:: Task objective ::
Whenever a line of the data below holds the string "JSON", copy that line.

:: Task inputs ::

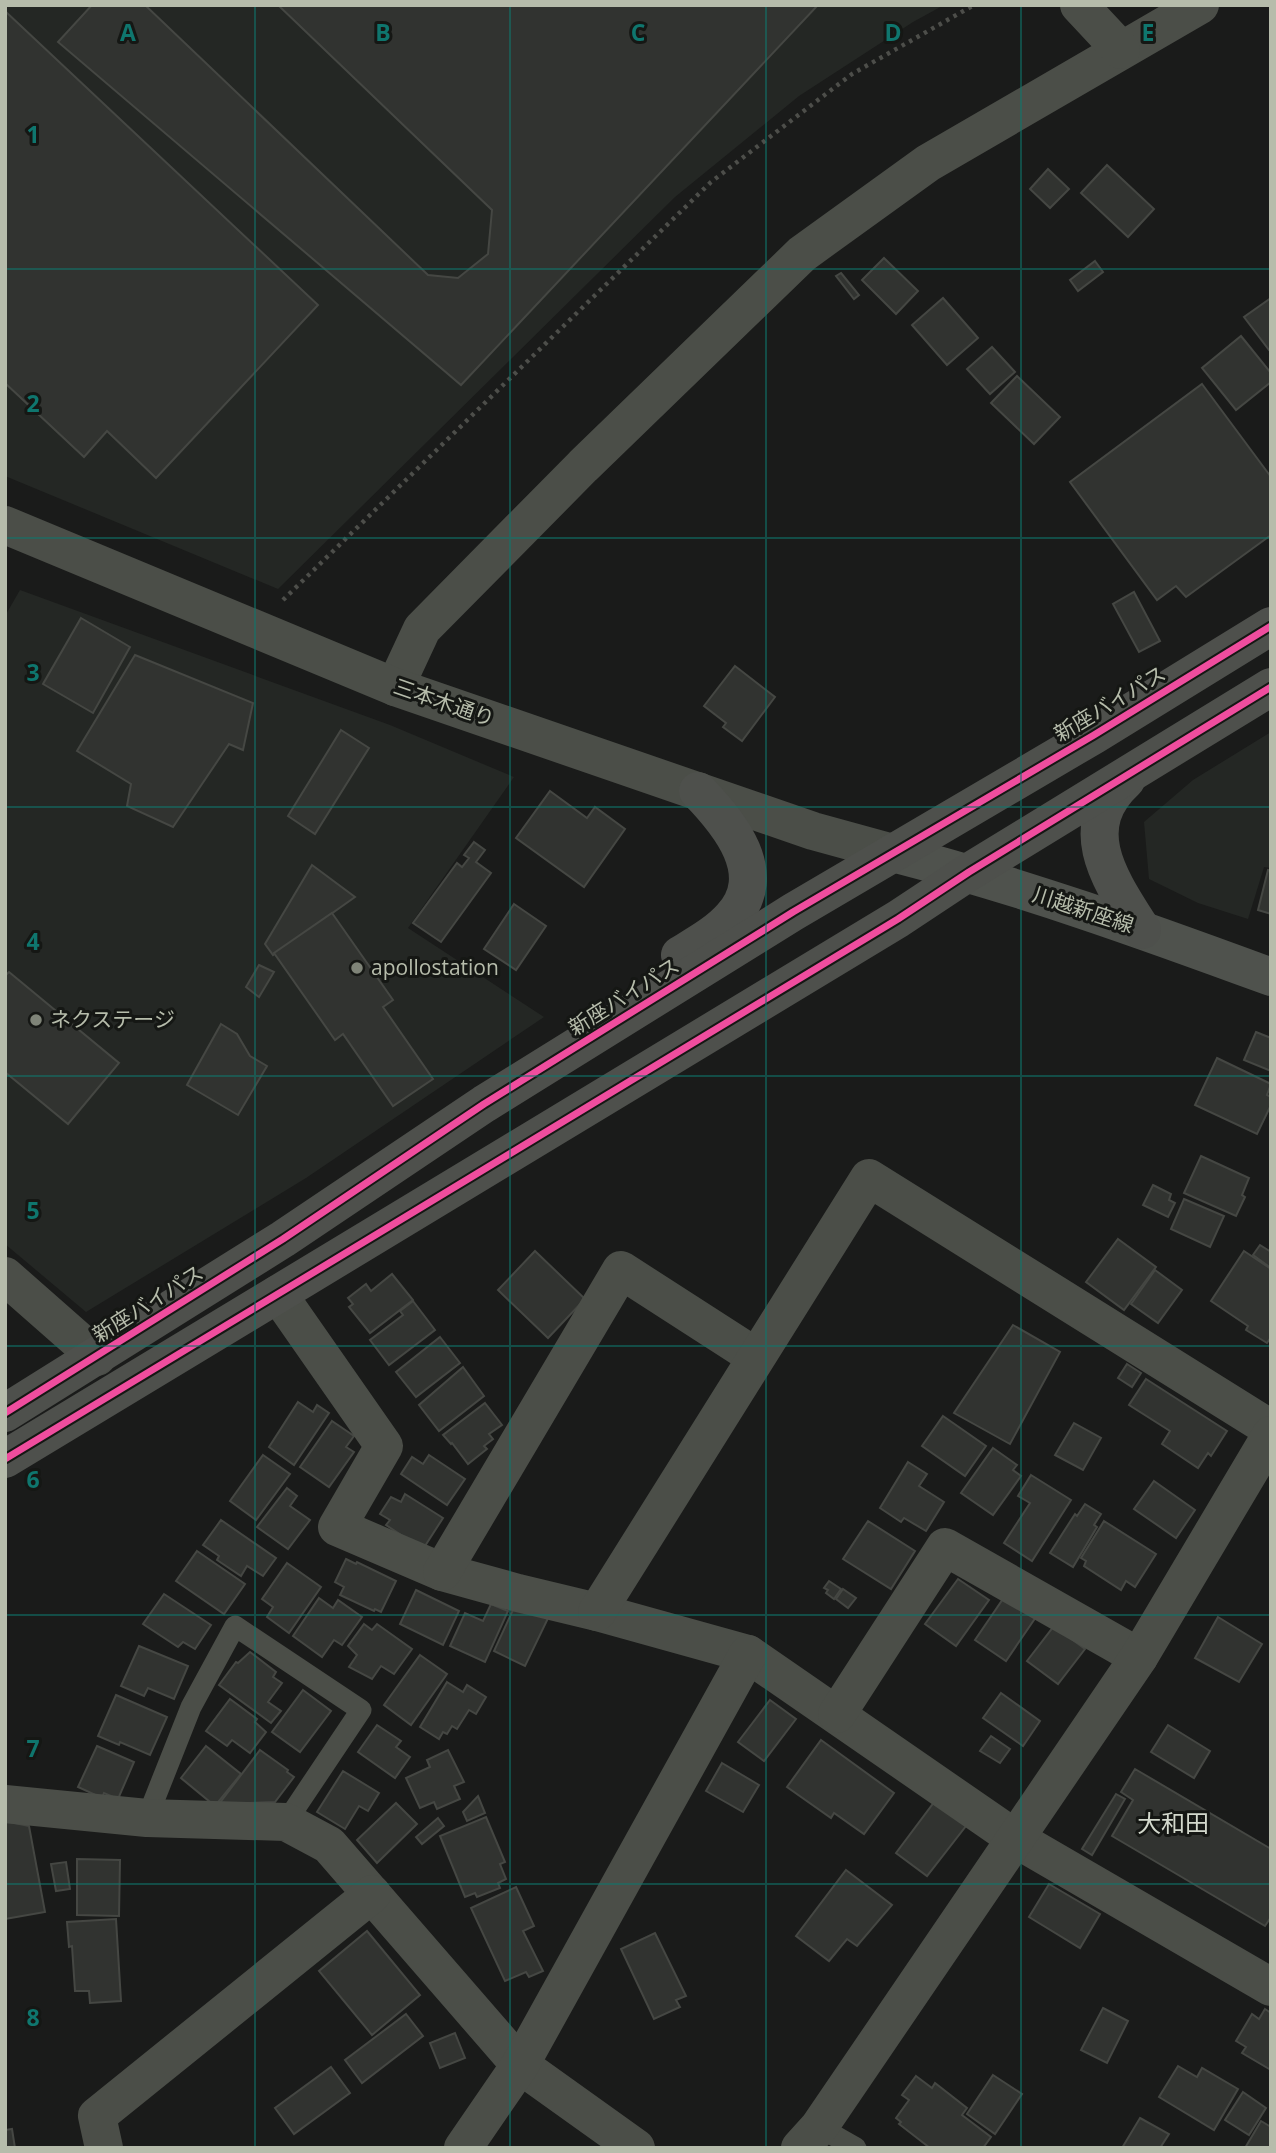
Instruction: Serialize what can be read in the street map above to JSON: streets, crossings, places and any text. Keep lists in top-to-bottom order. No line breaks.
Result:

...

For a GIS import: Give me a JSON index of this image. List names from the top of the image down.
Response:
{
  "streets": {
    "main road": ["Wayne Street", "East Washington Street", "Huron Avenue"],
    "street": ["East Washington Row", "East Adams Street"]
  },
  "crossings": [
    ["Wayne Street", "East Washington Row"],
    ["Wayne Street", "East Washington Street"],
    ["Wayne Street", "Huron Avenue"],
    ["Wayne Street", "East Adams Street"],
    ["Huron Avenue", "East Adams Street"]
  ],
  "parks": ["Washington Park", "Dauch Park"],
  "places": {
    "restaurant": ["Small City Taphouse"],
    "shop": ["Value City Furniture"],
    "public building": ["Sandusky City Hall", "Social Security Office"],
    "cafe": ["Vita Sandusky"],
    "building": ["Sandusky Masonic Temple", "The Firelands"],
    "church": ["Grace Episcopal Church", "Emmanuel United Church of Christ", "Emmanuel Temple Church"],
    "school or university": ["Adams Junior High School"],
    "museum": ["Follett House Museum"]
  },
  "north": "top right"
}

:: Finished exercise ::
Instruction: Serialize what can be read in the street map above to JSON: streets, crossings, places and any text. Keep lists in top-to-bottom order. No line breaks.
For a GIS import: Give me a JSON index of this image. List names from the top of the image down.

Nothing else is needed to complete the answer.